» ABOUT THIS EXERCISE: Print word for word the first line of the listing below and every line after it, through the line with "ctx.textBaseline = 'middle';". Leave out the pictures and the rest.

───── GIVEN RECORDS

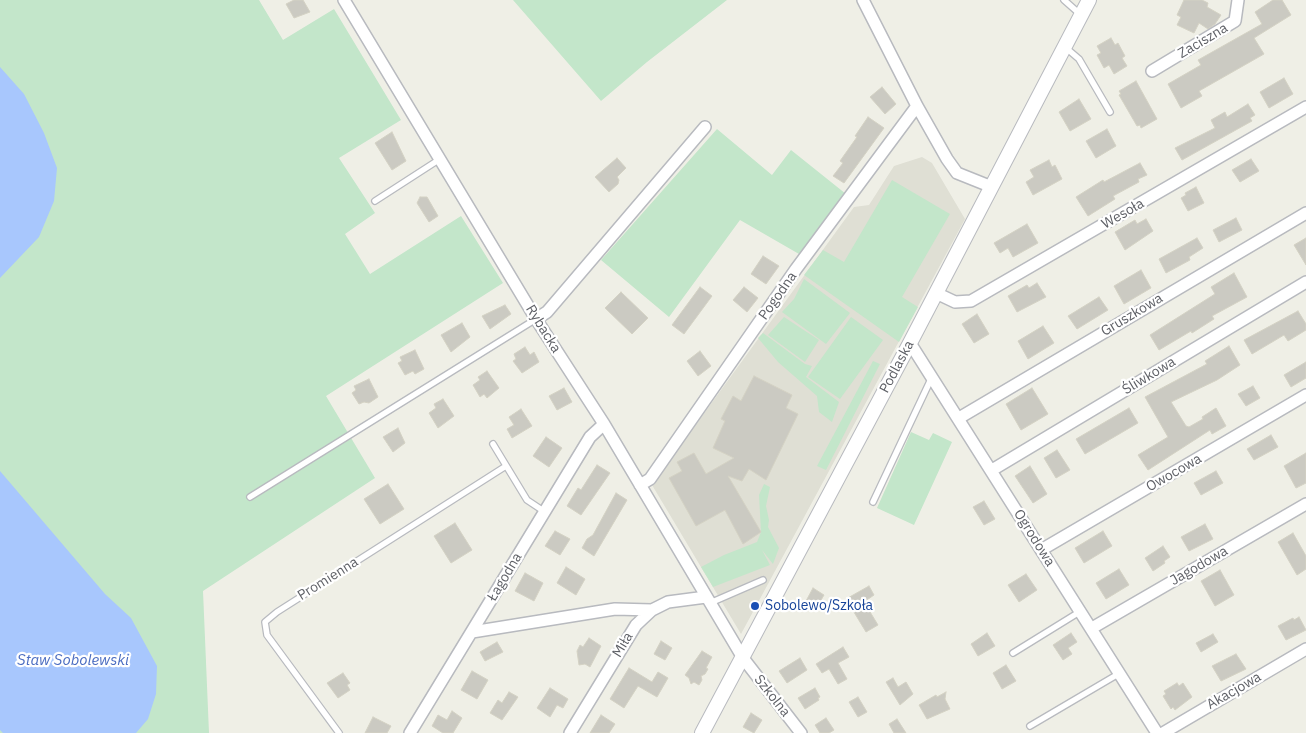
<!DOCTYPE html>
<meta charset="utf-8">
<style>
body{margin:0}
canvas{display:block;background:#efefe6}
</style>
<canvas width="1306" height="733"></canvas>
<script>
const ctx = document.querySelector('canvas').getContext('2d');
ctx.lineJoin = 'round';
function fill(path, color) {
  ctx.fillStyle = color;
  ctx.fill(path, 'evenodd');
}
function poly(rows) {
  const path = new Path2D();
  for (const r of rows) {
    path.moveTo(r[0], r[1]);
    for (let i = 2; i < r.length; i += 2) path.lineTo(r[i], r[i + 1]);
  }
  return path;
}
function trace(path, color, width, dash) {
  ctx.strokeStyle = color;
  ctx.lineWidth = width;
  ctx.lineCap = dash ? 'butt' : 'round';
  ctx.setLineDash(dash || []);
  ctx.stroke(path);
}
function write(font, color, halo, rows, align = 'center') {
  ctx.font = font + ' "IBM Plex Sans",sans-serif';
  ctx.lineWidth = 4.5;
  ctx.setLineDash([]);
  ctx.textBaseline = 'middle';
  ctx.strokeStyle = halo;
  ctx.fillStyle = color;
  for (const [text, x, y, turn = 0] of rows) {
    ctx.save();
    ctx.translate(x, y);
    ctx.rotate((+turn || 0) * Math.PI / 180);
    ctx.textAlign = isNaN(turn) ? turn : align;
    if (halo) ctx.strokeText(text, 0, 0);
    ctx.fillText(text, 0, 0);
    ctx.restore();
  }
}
const education = poly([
 [922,157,932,163,965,219,741,634,652,485,854,207,869,205,894,166]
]);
const green = poly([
 [0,0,259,0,283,40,334,9,401,120,339,158,375,213,345,234,370,274,461,216,503,283,326,396,375,478,203,591,209,733,0,733],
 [513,0,727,0,647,62,601,101],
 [717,129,772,175,791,150,846,194,799,254,740,220,669,317,601,260],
 [892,180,950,214,902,297,918,307,899,342,804,275,823,250,844,262],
 [804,279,850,313,826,344,782,312,794,299],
 [784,317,819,340,805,362,768,335],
 [851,317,883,340,840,399,808,377],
 [763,333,805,364,812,366,806,377,839,402,832,422,819,412,817,396,778,362,758,338],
 [873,361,880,364,826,470,817,466],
 [911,432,929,440,933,433,952,442,914,525,877,508],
 [764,484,770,487,766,506,769,520,768,527,779,548,773,564,762,550,770,565,713,587,701,567,724,555,757,542,761,532,759,495]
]);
const water = poly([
 [0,67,24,94,44,133,57,168,54,201,39,237,0,278],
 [0,471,105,594,131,618,157,666,156,694,148,719,136,733,3,733,0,730]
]);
const building = poly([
 [294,0,303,0,310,12,294,18,286,4,294,0],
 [1184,0,1202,0,1208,3,1207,7,1221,15,1215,24,1208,29,1199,23,1194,33,1177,25,1181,17,1177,15,1184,0],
 [1273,0,1282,0,1291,15,1254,38,1264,54,1199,91,1202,96,1181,108,1168,84,1201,65,1198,60,1262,24,1255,12,1273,0],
 [1111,38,1115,45,1118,43,1125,56,1122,58,1127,66,1114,74,1109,65,1104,68,1097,55,1101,53,1097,46,1111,38],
 [1284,78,1293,94,1269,108,1260,92,1284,78],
 [1136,81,1157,119,1141,128,1140,125,1137,126,1119,95,1121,94,1119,91,1136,81],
 [882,87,896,104,885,114,870,97,882,87],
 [1079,99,1091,119,1070,131,1059,112,1079,99],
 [1248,104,1255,115,1250,118,1252,121,1182,160,1175,148,1215,128,1211,120,1225,112,1227,117,1248,104],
 [868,117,884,128,844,183,833,176,843,163,840,161,857,137,855,136,868,117],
 [1107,129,1116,146,1096,158,1086,141,1107,129],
 [392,132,406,161,392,170,375,143,392,132],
 [617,158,626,168,617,177,619,180,618,184,609,192,595,177,617,158],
 [1251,159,1259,171,1240,182,1232,170,1251,159],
 [1049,160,1052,167,1055,165,1062,179,1033,195,1026,182,1034,177,1030,170,1049,160],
 [1140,163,1147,175,1138,179,1139,182,1113,196,1115,199,1088,216,1076,197,1103,180,1104,182,1140,163],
 [1196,187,1204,203,1188,211,1181,198,1186,195,1185,193,1196,187],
 [420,197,427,197,438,216,429,222,417,203,420,197],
 [1236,218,1242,230,1219,242,1213,230,1236,218],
 [1146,219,1153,231,1125,250,1115,232,1135,220,1137,224,1146,219],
 [1027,224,1038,243,1013,257,1008,248,1000,253,994,243,1027,224],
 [1197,238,1203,248,1189,257,1190,260,1166,273,1159,259,1197,238],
 [1306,238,1306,265,1294,245,1306,238],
 [763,256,779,266,766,284,751,274,763,256],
 [1141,270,1151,288,1124,304,1114,286,1141,270],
 [1234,273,1247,297,1212,316,1214,319,1192,333,1191,331,1159,350,1150,335,1215,294,1211,287,1234,273],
 [1037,283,1046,297,1017,312,1008,296,1027,285,1029,288,1037,283],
 [700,287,712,296,684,334,672,325,700,287],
 [744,287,758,298,747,312,733,300,744,287],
 [621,292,648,318,632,334,605,308,621,292],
 [1099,297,1108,310,1077,329,1068,316,1099,297],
 [505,305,511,314,490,329,482,316,505,305],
 [1298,311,1306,324,1306,330,1288,341,1284,335,1252,354,1244,340,1298,311],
 [977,314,989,334,974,343,962,324,977,314],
 [462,323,470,337,451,352,441,335,462,323],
 [1043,326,1054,343,1028,359,1018,341,1043,326],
 [1229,346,1240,365,1217,380,1171,402,1186,426,1189,427,1203,419,1202,417,1216,408,1226,426,1212,434,1210,430,1148,470,1138,455,1168,437,1145,397,1207,364,1205,361,1229,346],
 [525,347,530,355,534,352,539,362,522,373,513,361,516,359,514,354,525,347],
 [415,350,424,369,415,374,413,371,405,375,398,363,402,361,400,357,415,350],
 [700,351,711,366,698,376,687,361,700,351],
 [1306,362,1306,378,1291,387,1284,375,1306,362],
 [487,371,499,388,487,398,484,394,480,397,473,385,480,380,478,377,487,371],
 [754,376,792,395,786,408,798,414,766,480,749,469,742,481,728,476,761,532,743,544,725,510,696,526,669,478,682,471,677,462,694,453,706,474,734,458,713,448,725,421,721,419,733,396,741,401,754,376],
 [369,379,378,397,369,403,364,402,359,404,352,393,356,390,354,386,369,379],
 [1253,386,1260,398,1246,406,1238,394,1253,386],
 [564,388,572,402,557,410,549,396,564,388],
 [1032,388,1048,414,1021,430,1006,404,1032,388],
 [443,399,454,416,438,428,429,413,436,408,434,404,443,399],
 [1129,408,1138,423,1085,454,1076,439,1129,408],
 [521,409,532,426,512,438,507,429,514,425,509,417,521,409],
 [398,428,405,443,393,452,383,437,398,428],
 [1271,435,1278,447,1254,460,1247,449,1271,435],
 [546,437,562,448,549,467,533,456,546,437],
 [1057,450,1070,470,1056,478,1044,458,1057,450],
 [1306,453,1306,483,1296,488,1284,466,1306,453],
 [597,465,610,473,581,515,567,506,578,488,581,490,597,465],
 [1030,466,1047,494,1033,503,1015,476,1030,466],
 [1216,471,1223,483,1201,495,1194,483,1216,471],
 [388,484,404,509,380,524,364,499,388,484],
 [616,493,627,500,594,556,582,548,587,539,593,535,616,493],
 [984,501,995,519,984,525,973,507,984,501],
 [455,523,472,550,451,563,434,536,455,523],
 [1205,524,1213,539,1189,551,1181,537,1205,524],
 [555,531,570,539,560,555,545,546,555,531],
 [1103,531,1112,546,1084,563,1075,548,1103,531],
 [1293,533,1306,556,1306,569,1297,575,1278,542,1293,533],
 [1163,546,1170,557,1164,561,1165,563,1153,571,1145,558,1163,546],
 [566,567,585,579,576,595,557,583,566,567],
 [1119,569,1129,585,1106,599,1096,583,1119,569],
 [1220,570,1234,595,1215,606,1201,581,1220,570],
 [525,573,543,583,534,601,515,591,525,573],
 [1026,574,1037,590,1019,602,1008,585,1026,574],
 [869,586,874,595,864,602,878,625,866,632,846,599,869,586],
 [813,588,824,595,817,607,806,601,813,588],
 [1299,617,1306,630,1286,640,1278,626,1293,618,1294,620,1299,617],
 [987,633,995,646,978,656,971,644,987,633],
 [1071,633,1077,642,1068,648,1072,654,1063,660,1053,645,1071,633],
 [1213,634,1218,642,1201,652,1196,643,1213,634],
 [589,638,601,646,590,667,585,664,579,665,577,651,580,645,583,647,589,638],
 [661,641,672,648,665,660,654,654,661,641],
 [497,642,503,652,485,661,480,652,497,642],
 [843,647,849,657,838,663,847,679,838,684,829,669,822,673,816,664,843,647],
 [702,651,712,657,706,668,708,669,705,674,701,676,702,680,699,685,694,682,691,684,689,678,685,675,702,651],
 [1236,654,1246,669,1221,681,1212,666,1236,654],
 [800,658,807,670,787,683,779,671,800,658],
 [1006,665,1016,681,1002,689,993,673,1006,665],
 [629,668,652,682,658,672,668,678,657,697,638,686,624,708,610,699,629,668],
 [472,671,488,680,477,699,461,690,472,671],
 [343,673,350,683,347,685,350,690,338,698,327,683,343,673],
 [893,678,898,687,906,682,913,694,900,705,886,682,893,678],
 [1177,683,1179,686,1183,683,1192,697,1175,710,1173,707,1171,709,1163,696,1166,694,1164,691,1177,683],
 [550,688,568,699,563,708,557,705,550,717,537,708,550,688],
 [815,688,820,697,818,698,819,700,805,709,798,698,815,688],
 [509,692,518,697,502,720,490,713,498,700,502,703,509,692],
 [946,692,945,699,950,709,927,719,919,705,936,695,937,697,946,692],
 [858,697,867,712,858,717,849,702,858,697],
 [452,711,462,718,453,733,443,733,432,726,438,715,447,720,452,711],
 [751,713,762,720,754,733,743,727,751,713],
 [601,715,615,724,609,733,590,733,601,715],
 [373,717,391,726,387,733,365,733,373,717],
 [826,718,834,730,829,733,820,733,815,725,826,718],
 [897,719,906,733,894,733,889,724,897,719]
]);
const service = poly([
 [1064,0,1081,15],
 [1065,47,1079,59,1110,112],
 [375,201,440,159],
 [493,444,527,500,545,512],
 [250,497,536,319],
 [873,502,932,377],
 [710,603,763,580],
 [1013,653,1081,611],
 [1030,726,1120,673],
 [339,733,267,635,265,622,277,612,506,466]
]);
const minor = poly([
 [344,0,536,319,604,424,743,658,801,733],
 [863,0,917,106,947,159,957,173,992,187],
 [1152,71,1235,21,1238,0],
 [936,293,955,302,971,301,1306,107],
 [536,319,547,312,705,127],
 [910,343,1157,733],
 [959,418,1306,213],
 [992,470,1306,282],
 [640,485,650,479,796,269,917,106],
 [1041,550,1306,395],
 [1092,628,1306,504],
 [472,632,615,609,652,610],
 [410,733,590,437,604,424],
 [570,733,636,625,652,610,668,602,706,597],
 [1163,733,1306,649]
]);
const tertiary = poly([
 [702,733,910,343,1089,0]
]);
const markers = [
 [755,606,5,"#1a4fb4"]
];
const streetNames = [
 ["Zaciszna",1203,41,-31],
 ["Wesoła",1123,214,-30],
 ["Pogodna",778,296,-55],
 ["Gruszkowa",1132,315,-31],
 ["Rybacka",543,329,58],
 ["Podlaska",897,367,-62],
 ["Śliwkowa",1149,376,-31],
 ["Owocowa",1174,473,-30],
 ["Ogrodowa",1034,538,58],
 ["Jagodowa",1199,566,-30],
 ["Łagodna",505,577,-59],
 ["Promienna",328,579,-32],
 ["Miła",623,645,-59],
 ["Akacjowa",1234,691,-30],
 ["Szkolna",772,696,52]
];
const transitNames = [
 ["Sobolewo/Szkoła",765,606]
];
const waterNames = [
 ["Staw Sobolewski",73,661]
];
fill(education, '#dfdfd4');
fill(green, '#c3e6ca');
fill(water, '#a8c7fd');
fill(building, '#cbcac2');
trace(building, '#d4d2c4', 1);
trace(service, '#b8babf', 8);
trace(minor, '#b8babf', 14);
trace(tertiary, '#b8babf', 16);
trace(service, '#fff', 5.5);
trace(minor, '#fff', 11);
trace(tertiary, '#fff', 14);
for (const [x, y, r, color] of markers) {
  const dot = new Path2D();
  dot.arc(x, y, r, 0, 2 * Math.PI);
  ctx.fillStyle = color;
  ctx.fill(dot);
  trace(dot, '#fff', 2);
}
write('14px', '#5e6066', '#fff', streetNames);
write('14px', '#164399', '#fff', transitNames, 'left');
write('italic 15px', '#4a6cc1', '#fff', waterNames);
</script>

──────────

» WRITTEN REPLY:
<!DOCTYPE html>
<meta charset="utf-8">
<style>
body{margin:0}
canvas{display:block;background:#efefe6}
</style>
<canvas width="1306" height="733"></canvas>
<script>
const ctx = document.querySelector('canvas').getContext('2d');
ctx.lineJoin = 'round';
function fill(path, color) {
  ctx.fillStyle = color;
  ctx.fill(path, 'evenodd');
}
function poly(rows) {
  const path = new Path2D();
  for (const r of rows) {
    path.moveTo(r[0], r[1]);
    for (let i = 2; i < r.length; i += 2) path.lineTo(r[i], r[i + 1]);
  }
  return path;
}
function trace(path, color, width, dash) {
  ctx.strokeStyle = color;
  ctx.lineWidth = width;
  ctx.lineCap = dash ? 'butt' : 'round';
  ctx.setLineDash(dash || []);
  ctx.stroke(path);
}
function write(font, color, halo, rows, align = 'center') {
  ctx.font = font + ' "IBM Plex Sans",sans-serif';
  ctx.lineWidth = 4.5;
  ctx.setLineDash([]);
  ctx.textBaseline = 'middle';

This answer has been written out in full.